--- Assigned task ---
Whenever a line below holds the word "strokeStyle", count it; please give only the final number.

(Records from a dataset)

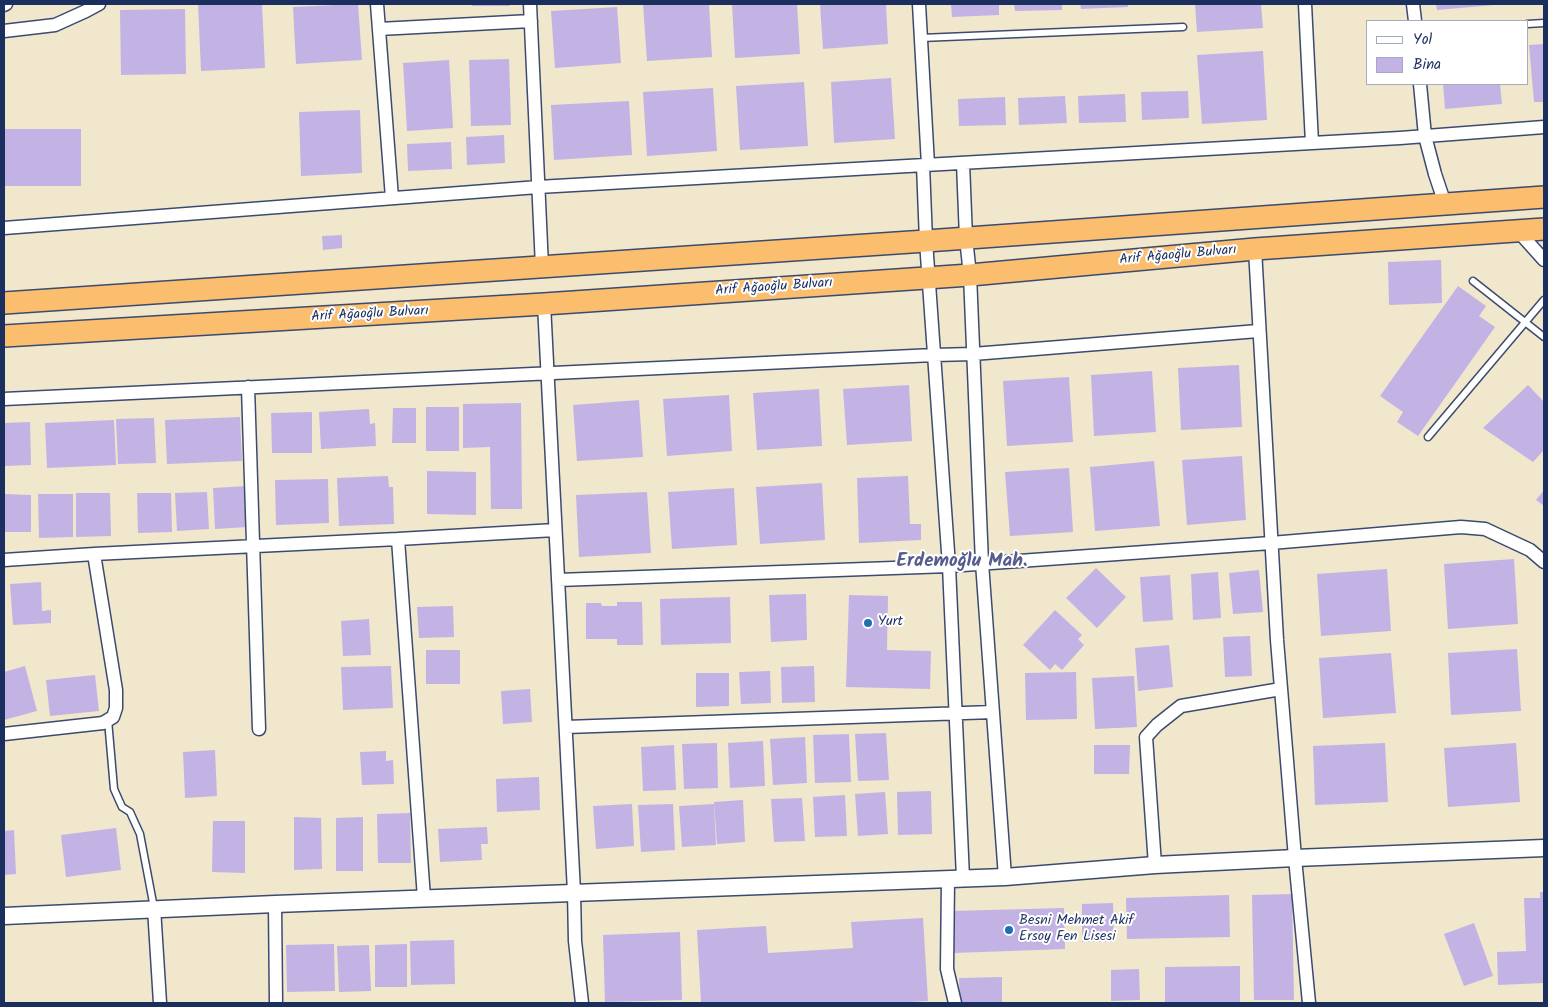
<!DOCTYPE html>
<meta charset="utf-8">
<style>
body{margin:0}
#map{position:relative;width:1548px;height:1007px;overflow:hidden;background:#f0e7cd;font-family:Kalam,sans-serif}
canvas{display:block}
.frame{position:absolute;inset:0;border:5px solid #1b2f5e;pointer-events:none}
.legend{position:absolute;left:1366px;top:20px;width:162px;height:65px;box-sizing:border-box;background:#fff;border:1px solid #a4acbf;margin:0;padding:6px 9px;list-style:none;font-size:15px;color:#1b2f5e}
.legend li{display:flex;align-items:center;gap:10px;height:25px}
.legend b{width:25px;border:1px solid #a4acbf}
</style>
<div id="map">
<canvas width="1548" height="1007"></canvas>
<div class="frame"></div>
<ul class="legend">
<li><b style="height:6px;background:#fff"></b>Yol</li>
<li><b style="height:14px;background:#c3b3e4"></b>Bina</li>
</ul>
</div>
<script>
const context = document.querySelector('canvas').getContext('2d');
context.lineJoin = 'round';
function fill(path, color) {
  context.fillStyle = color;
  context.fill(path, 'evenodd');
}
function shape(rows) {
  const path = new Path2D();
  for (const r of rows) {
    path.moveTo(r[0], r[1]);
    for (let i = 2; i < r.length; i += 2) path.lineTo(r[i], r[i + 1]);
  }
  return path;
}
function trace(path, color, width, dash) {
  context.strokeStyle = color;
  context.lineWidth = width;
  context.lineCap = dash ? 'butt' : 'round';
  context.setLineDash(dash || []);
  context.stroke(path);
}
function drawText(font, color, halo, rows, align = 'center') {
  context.font = font + ' Kalam,sans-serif';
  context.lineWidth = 4;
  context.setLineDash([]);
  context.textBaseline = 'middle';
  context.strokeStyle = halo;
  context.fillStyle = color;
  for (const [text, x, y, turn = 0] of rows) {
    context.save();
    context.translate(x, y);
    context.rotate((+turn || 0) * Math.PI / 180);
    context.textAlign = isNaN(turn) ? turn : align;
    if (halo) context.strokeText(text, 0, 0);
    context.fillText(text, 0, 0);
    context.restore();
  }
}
fill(shape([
 [198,4,262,4,265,68,201,71],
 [358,4,362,60,296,64,293,7],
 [472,4,510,4,510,6,472,6],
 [643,4,709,4,712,57,647,61],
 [732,4,797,4,800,54,735,58],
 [820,4,886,4,888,44,823,49],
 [951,4,999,4,999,15,952,17],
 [1014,4,1062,4,1062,10,1015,11],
 [1080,4,1128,4,1128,7,1081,9],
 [1195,4,1261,4,1263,28,1197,32],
 [1436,4,1494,4,1494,5,1437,10],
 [617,7,621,63,555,68,551,11],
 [185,9,186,74,121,75,120,10],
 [1544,44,1544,102,1534,102,1529,45],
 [1263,51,1267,120,1202,124,1197,55],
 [509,59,511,125,471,126,469,60],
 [449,60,453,128,407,131,403,63],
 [891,78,895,139,834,143,831,82],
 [804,82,808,146,740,150,736,86],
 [1443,84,1500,84,1502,104,1445,109],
 [713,88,717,151,647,156,643,92],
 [1188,91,1189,118,1142,120,1141,92],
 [1125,94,1126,122,1079,123,1078,96],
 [1065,96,1067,123,1019,125,1018,98],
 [1005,97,1006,125,959,126,958,99],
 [629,101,632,155,554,160,551,105],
 [360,110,362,173,301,176,299,112],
 [4,129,81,129,81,186,4,186],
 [504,135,505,163,467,165,466,137],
 [451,142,452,169,408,171,407,144],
 [342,235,342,248,323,250,322,236],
 [1441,260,1442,303,1389,305,1388,262],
 [1458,286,1486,306,1479,316,1495,327,1418,436,1397,422,1403,412,1380,396],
 [1239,365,1242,427,1181,430,1178,368],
 [1152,371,1156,432,1094,436,1091,375],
 [1069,377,1073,442,1007,446,1003,381],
 [909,385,912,441,847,445,843,389],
 [1528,385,1544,402,1544,450,1533,462,1483,428],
 [819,389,822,446,757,450,753,393],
 [729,395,732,451,667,456,663,399],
 [639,400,643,457,577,461,573,405],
 [521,403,522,509,491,509,490,447,463,448,463,404],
 [426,407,459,407,459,451,426,451],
 [393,408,416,408,416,443,392,443],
 [369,409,370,424,375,423,376,446,321,449,319,412],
 [312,412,312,453,272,453,271,413],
 [240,417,242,461,167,464,165,420],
 [154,418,156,463,118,464,116,419],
 [114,420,116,465,47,468,45,423],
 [30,422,31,465,4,466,4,423],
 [1242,456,1246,520,1187,525,1182,460],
 [1154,461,1160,526,1095,531,1090,467],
 [1069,468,1073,532,1010,536,1005,472],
 [427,471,476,472,476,515,427,514],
 [388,476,389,487,393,487,394,524,339,526,337,478],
 [908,476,910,524,921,524,921,540,859,543,857,478],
 [328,479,329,523,276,525,275,480],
 [822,483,825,540,760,544,756,487],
 [247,486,248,527,215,529,213,488],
 [734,488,737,545,672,549,668,492],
 [1544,490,1544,506,1536,500],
 [207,492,209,529,177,531,175,493],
 [647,492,651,553,579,557,576,495],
 [76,493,110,493,111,536,76,537],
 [137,493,171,493,172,532,138,533],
 [4,494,31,495,31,532,4,532],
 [38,494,73,494,73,537,39,538],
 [1514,559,1518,624,1448,629,1444,564],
 [1096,568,1126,597,1097,628,1066,598],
 [1387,569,1391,631,1321,636,1317,574],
 [1259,570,1263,612,1233,614,1229,573],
 [1218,572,1221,618,1193,620,1191,574],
 [1170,575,1173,620,1143,622,1140,577],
 [41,582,42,611,51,610,51,623,13,625,10,584],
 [806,594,807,640,771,642,769,595],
 [849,595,888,596,887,650,931,651,930,689,846,687],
 [730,597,731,643,661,645,660,599],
 [617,602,642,602,643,645,617,645,617,639,586,639,586,603,601,603,602,606,617,606],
 [453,606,454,637,419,638,417,607],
 [1055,610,1082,635,1078,639,1084,645,1062,670,1055,664,1050,670,1023,645],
 [369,619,371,655,343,656,341,621],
 [1250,636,1252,676,1225,677,1223,637],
 [1169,645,1173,687,1138,691,1135,648],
 [1517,649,1521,711,1451,715,1448,653],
 [426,650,460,650,460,684,426,684],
 [1391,653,1396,713,1323,718,1319,658],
 [25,666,37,711,4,720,4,672],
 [391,666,393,708,343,710,341,667],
 [814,666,815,702,782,703,781,667],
 [770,671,771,703,741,704,739,672],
 [1076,672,1077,719,1026,720,1025,673],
 [696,673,729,673,729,706,696,707],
 [95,675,99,711,50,716,46,680],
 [1134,676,1137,727,1095,729,1092,678],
 [530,689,532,722,503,724,501,691],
 [886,733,889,780,858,781,855,734],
 [849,734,851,782,815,783,813,735],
 [805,737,807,783,773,785,770,739],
 [763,741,765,786,730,788,728,743],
 [717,743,718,788,684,789,682,744],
 [1385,743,1388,802,1315,805,1313,746],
 [1516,743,1520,802,1448,807,1444,748],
 [674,745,676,790,643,791,641,747],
 [1094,745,1130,745,1129,774,1094,774],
 [215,750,217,796,185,798,183,752],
 [386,751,386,761,393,760,394,784,362,785,360,752],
 [539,777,540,810,497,812,496,779],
 [931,791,932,834,898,835,897,792],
 [885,792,888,834,858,836,855,794],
 [845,795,847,836,815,837,813,797],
 [802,798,805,841,774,842,771,799],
 [743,800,745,842,717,844,714,802],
 [632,804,634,846,596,849,593,806],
 [673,804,675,850,641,852,638,805],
 [714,804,716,845,682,847,679,806],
 [410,813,411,863,378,863,377,814],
 [294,817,321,818,322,869,294,870],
 [363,817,363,871,336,871,336,818],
 [213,821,245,821,245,873,212,872],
 [487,827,488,844,481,844,482,860,440,862,438,829],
 [116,828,121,870,66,877,61,835],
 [14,830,16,874,4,875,4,831],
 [1540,892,1544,892,1544,983,1498,985,1497,952,1526,951,1524,898,1540,898],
 [1292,894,1294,1000,1254,1000,1252,895],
 [1229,895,1230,937,1127,939,1126,898],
 [1113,903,1114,942,1082,942,1082,904],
 [1064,908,1065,949,954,953,952,911],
 [923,918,928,1001,889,1003,701,1003,697,930,766,926,768,953,853,948,851,922],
 [1474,923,1493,976,1464,986,1444,934],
 [680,932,682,1000,605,1002,603,935],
 [454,940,455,984,411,985,410,941],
 [334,944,335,991,287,992,286,945],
 [407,944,407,987,375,987,375,945],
 [369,945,371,991,339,992,337,946],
 [1240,966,1240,1003,1165,1003,1165,967],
 [1139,969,1140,1000,1111,1001,1111,970],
 [1002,977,1002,1003,960,1003,959,978]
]), '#c3b3e4');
const service = shape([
 [1527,24,1544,23],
 [921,38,1183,27],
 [1473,281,1544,337],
 [1428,437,1544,300],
 [108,720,114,789,122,807,130,812,140,834,154,908]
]);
const minor = shape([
 [377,4,392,198],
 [530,4,542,267],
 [919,4,928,165],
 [1305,4,1312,143],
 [1413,4,1415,21],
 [4,5,6,4],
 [379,29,531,21],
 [4,31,55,25,86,11,99,4],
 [1420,84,1425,136,1435,174,1445,204],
 [963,163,966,238,970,275,982,563,1005,877],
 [923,165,926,241,949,566,963,878],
 [4,228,538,187,1400,138,1544,127],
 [1518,231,1544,260],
 [1255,249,1277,640,1295,858,1309,1003],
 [544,304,574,892,575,941,582,1003],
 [248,387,259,729],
 [4,399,934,355,973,354,1258,331],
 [398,539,424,898],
 [4,560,94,554,398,539,555,530],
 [558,580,949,566,1271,543,1461,527,1485,529,1530,550,1544,562],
 [566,727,993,712],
 [4,734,103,723,113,717,116,708,116,690,94,554],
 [1155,865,1146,737,1157,725,1181,706,1281,689],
 [948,879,947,969,955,1003],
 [275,904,276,1003],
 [154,908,160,1003]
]);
const tertiary = shape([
 [4,916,275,904,1005,877,1155,865,1295,858,1544,848]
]);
const trunk = shape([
 [4,303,926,241,1544,197],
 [4,336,544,304,970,275,1255,249,1544,229]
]);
trace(service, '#3b4b6f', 9);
trace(minor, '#3b4b6f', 15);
trace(tertiary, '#3b4b6f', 19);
trace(trunk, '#3b4b6f', 24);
trace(service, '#fff', 6);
trace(minor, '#fff', 12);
trace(tertiary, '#fff', 16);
trace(trunk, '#fbbe6e', 21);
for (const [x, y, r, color] of [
 [868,623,5,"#1f6fb2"],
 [1009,930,5,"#1f6fb2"]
]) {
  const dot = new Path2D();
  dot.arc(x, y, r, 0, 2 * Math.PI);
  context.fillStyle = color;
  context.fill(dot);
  trace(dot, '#fff', 2);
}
drawText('14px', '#1b2f5e', '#fff', [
 ["Arif Ağaoğlu Bulvarı",1178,256,-5],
 ["Arif Ağaoğlu Bulvarı",774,288,-4],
 ["Arif Ağaoğlu Bulvarı",370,315,-3]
]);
drawText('14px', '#1b2f5e', '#fff', [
 ["Yurt",878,623],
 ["Besni Mehmet Akif",1019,922],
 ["Ersoy Fen Lisesi",1019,938]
], 'left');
drawText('bold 19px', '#565d8d', '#fff', [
 ["Erdemoğlu Mah.",962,563]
]);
</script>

--- Written answer ---
2